A intervenção foi proferida durante a Sessão Plenária Solene do Tribunal Constitucional (TC) de Angola, onde o magistrado brasileiro sublinhou que os tribunais constitucionais desempenham um papel determinante no equilíbrio entre os poderes do Estado, funcionando como mecanismos de fiscalização e de garantia da ordem constitucional.

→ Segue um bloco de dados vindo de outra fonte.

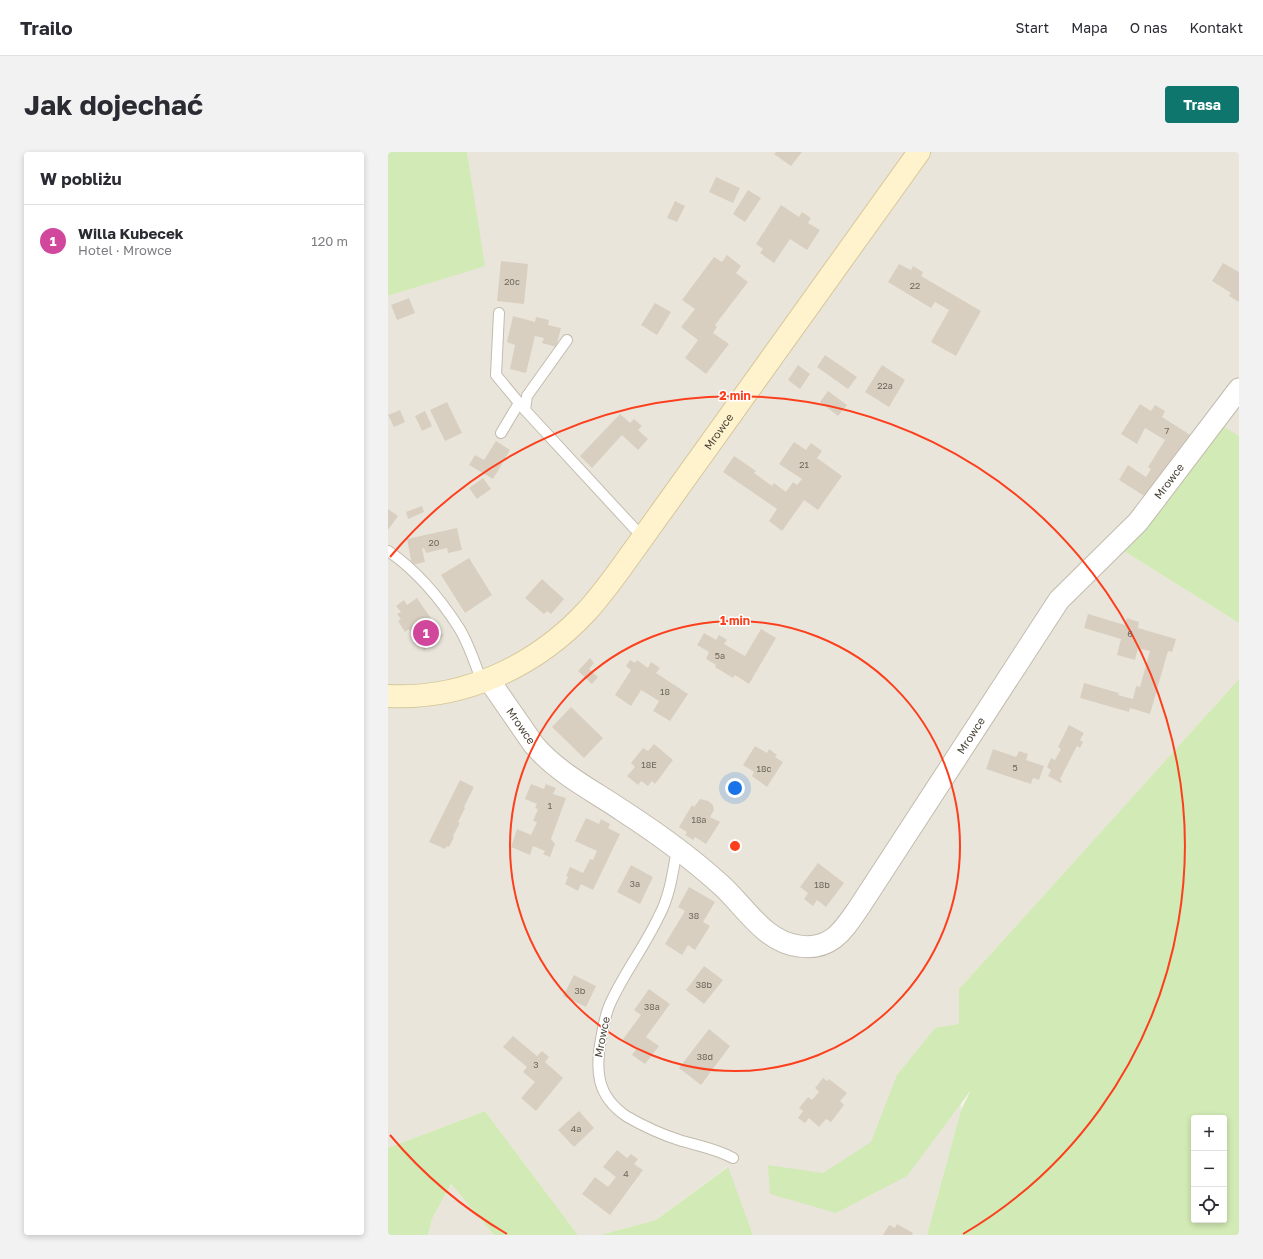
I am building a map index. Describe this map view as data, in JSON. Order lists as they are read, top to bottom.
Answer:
{
  "streets": {
    "street": ["Mrowce"]
  },
  "house_numbers": [
    "20c",
    "22",
    "22a",
    "7",
    "21",
    "20",
    "6",
    "5a",
    "18",
    "18E",
    "5",
    "18c",
    "1",
    "18a",
    "3a",
    "18b",
    "38",
    "38b",
    "3b",
    "38a",
    "38d",
    "3",
    "4a",
    "4"
  ],
  "page": {
    "header": "Trailo",
    "nav": [
      "Start",
      "Mapa",
      "O nas",
      "Kontakt"
    ],
    "buttons": "Trasa",
    "title": "Jak dojechać",
    "heading": "W pobliżu",
    "list": [
      {
        "mark": "1",
        "name": "Willa Kubecek",
        "note": "Hotel · Mrowce",
        "value": "120 m"
      }
    ],
    "pins": "1",
    "map_buttons": ["+", "−"]
  },
  "rings": ["2 min", "1 min"]
}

"Os tribunais constitucionais devem servir de freios e contrapesos num mundo em que não faltam exemplos de recessão democrática", afirmou Luiz Edson Fachin, ao destacar a necessidade de instituições judiciais independentes e capazes de assegurar a defesa dos direitos e liberdades fundamentais.

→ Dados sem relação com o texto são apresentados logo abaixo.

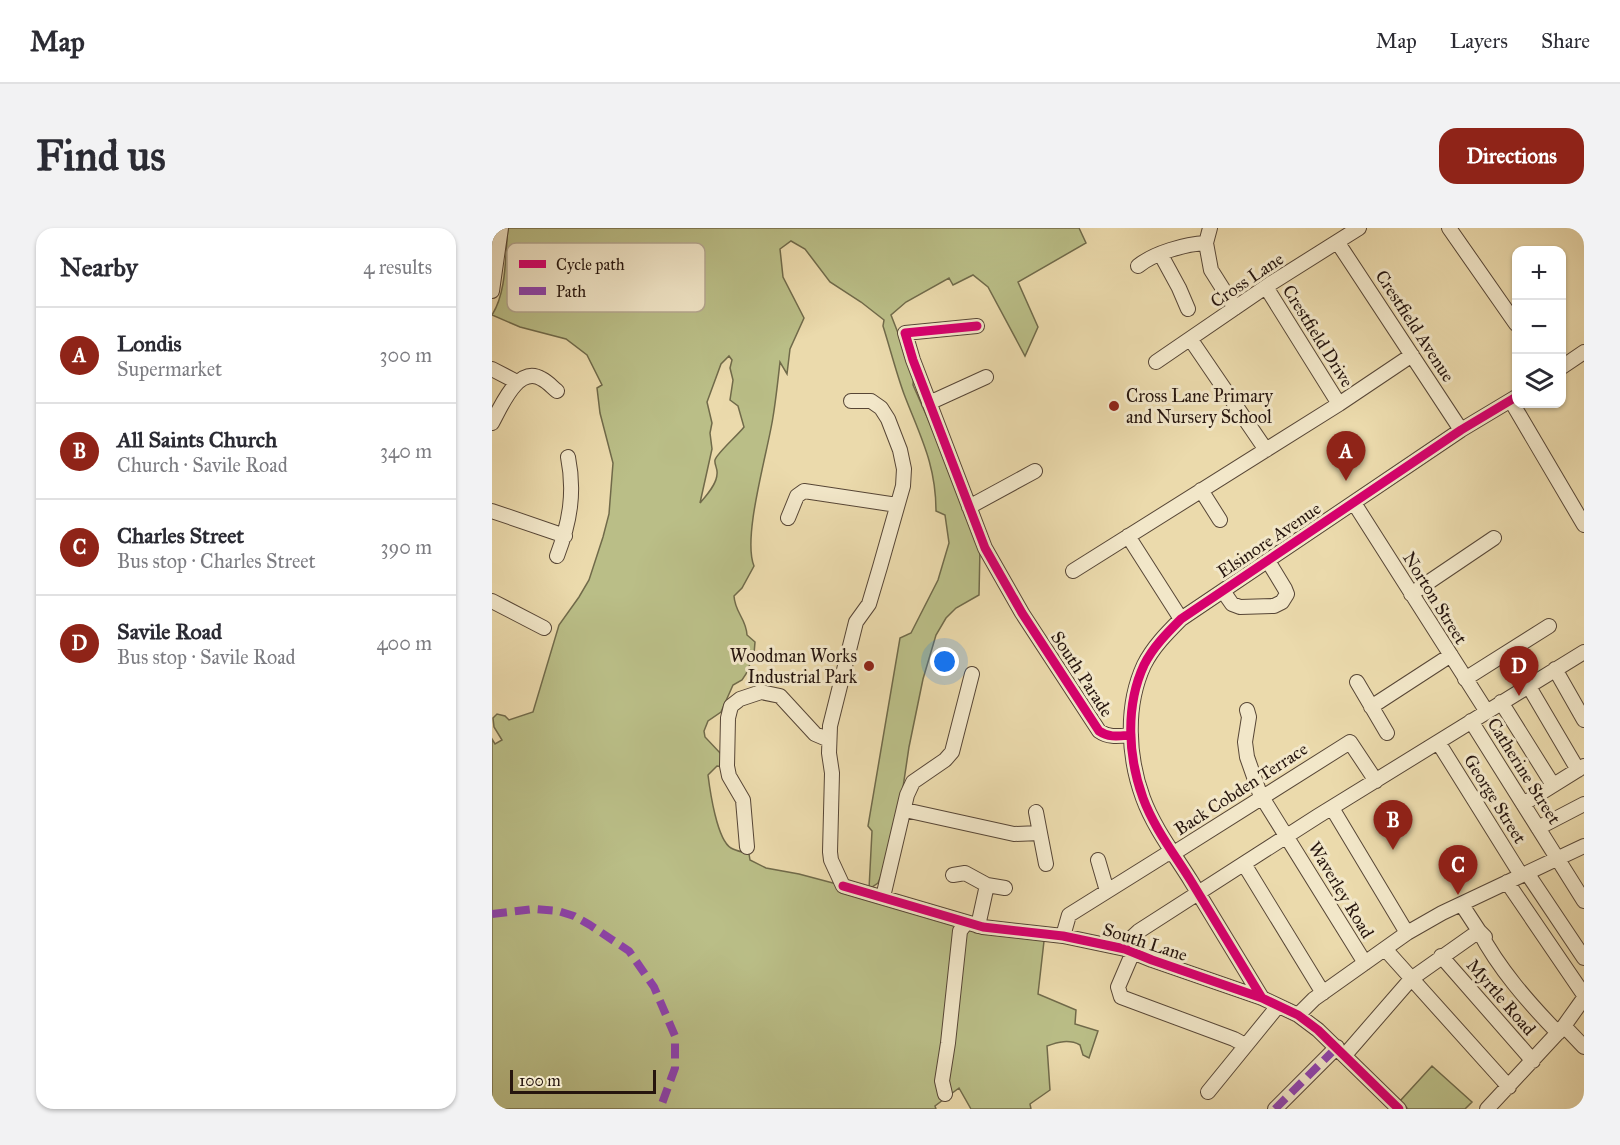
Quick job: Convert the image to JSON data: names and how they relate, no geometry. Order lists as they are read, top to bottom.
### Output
{
  "streets": {
    "street": [
      "Cross Lane",
      "Crestfield Avenue",
      "Crestfield Drive",
      "Elsinore Avenue",
      "Norton Street",
      "South Parade",
      "Catherine Street",
      "Back Cobden Terrace",
      "George Street",
      "Waverley Road",
      "South Lane",
      "Myrtle Road"
    ]
  },
  "crossings": [
    ["Cross Lane", "Crestfield Avenue"],
    ["Cross Lane", "Crestfield Drive"],
    ["Crestfield Avenue", "Elsinore Avenue"],
    ["Elsinore Avenue", "Norton Street"],
    ["Elsinore Avenue", "South Parade"],
    ["Back Cobden Terrace", "Waverley Road"],
    ["Back Cobden Terrace", "South Lane"]
  ],
  "places": ["Cross Lane Primary and Nursery School", "Woodman Works Industrial Park"],
  "legend": ["Cycle path", "Path"],
  "scale_bar": "100 m",
  "page": {
    "header": "Map",
    "nav": ["Map", "Layers", "Share"],
    "buttons": "Directions",
    "title": "Find us",
    "heading": ["Nearby", "4 results"],
    "map_buttons": ["+", "−"],
    "list": [
      {
        "mark": "A",
        "name": "Londis",
        "note": "Supermarket",
        "value": "300 m"
      },
      {
        "mark": "B",
        "name": "All Saints Church",
        "note": "Church · Savile Road",
        "value": "340 m"
      },
      {
        "mark": "C",
        "name": "Charles Street",
        "note": "Bus stop · Charles Street",
        "value": "390 m"
      },
      {
        "mark": "D",
        "name": "Savile Road",
        "note": "Bus stop · Savile Road",
        "value": "400 m"
      }
    ],
    "pins": [
      "A",
      "D",
      "B",
      "C"
    ],
    "scale": "100 m"
  }
}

Durante a sua intervenção, Fachin defendeu igualmente o reforço da cooperação institucional entre Angola e o Brasil no domínio da justiça constitucional, considerando que a partilha de experiências poderá contribuir para o fortalecimento das capacidades técnicas e institucionais dos tribunais dos dois países.

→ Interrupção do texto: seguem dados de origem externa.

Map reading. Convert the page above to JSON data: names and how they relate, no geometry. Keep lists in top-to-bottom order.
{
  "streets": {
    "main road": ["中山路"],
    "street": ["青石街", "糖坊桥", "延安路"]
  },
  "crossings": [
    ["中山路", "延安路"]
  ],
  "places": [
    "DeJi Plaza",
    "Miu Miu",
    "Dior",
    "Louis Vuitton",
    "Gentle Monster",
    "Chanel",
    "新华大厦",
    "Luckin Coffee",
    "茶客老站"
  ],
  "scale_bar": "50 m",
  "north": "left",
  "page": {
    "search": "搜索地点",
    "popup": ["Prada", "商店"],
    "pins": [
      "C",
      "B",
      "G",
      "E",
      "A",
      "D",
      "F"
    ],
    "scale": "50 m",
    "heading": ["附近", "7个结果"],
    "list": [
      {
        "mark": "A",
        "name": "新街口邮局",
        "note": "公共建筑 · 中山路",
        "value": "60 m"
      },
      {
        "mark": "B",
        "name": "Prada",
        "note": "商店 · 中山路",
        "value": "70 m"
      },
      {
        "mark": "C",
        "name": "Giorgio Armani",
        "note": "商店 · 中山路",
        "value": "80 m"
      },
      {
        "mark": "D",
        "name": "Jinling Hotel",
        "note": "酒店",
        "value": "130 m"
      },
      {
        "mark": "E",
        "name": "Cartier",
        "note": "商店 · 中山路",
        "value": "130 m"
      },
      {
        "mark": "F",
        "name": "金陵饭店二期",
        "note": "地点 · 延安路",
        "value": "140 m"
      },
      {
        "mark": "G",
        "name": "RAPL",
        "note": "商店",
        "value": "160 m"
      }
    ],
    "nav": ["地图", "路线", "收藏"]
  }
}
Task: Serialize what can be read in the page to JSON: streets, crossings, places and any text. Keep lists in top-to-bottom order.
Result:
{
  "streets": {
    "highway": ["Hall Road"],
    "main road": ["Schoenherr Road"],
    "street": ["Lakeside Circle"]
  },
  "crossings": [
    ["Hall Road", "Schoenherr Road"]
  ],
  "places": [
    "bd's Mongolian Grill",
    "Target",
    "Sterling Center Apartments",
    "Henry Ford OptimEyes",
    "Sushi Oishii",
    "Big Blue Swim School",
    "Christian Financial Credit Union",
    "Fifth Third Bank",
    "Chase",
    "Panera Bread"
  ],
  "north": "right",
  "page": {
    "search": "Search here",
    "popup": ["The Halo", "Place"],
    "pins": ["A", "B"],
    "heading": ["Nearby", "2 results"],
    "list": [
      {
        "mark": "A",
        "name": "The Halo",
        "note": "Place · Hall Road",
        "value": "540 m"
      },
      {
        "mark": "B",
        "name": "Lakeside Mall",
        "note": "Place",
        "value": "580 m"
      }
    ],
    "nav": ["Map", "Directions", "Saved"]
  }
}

Segundo o presidente do STF, o aprofundamento desta cooperação permitirá consolidar os laços históricos e jurídicos entre Angola e o Brasil, sustentados por uma relação que classificou como singular no panorama das relações internacionais.
"Nesta perspectiva, continuaremos a trabalhar para consolidar os vínculos que unem as jurisdições de Angola e do Brasil, cuja força repousa num substrato humano e histórico que, na mesma intensidade, dificilmente se vê reproduzido em outras instâncias das relações internacionais", afirmou.
O magistrado brasileiro prestou ainda homenagem ao percurso da democracia constitucional angolana, recordando que acompanhou, ao longo das últimas décadas, os principais momentos da história recente do país.
"Para um juiz constitucional brasileiro, que com toda uma geração acompanhou além-mar as lutas e conquistas que culminaram na independência do país irmão, que é Angola, e que depois continuou com os olhos e o coração voltados para os embates internos enfrentados pelo povo angolano, isto é profundamente satisfatório", declarou.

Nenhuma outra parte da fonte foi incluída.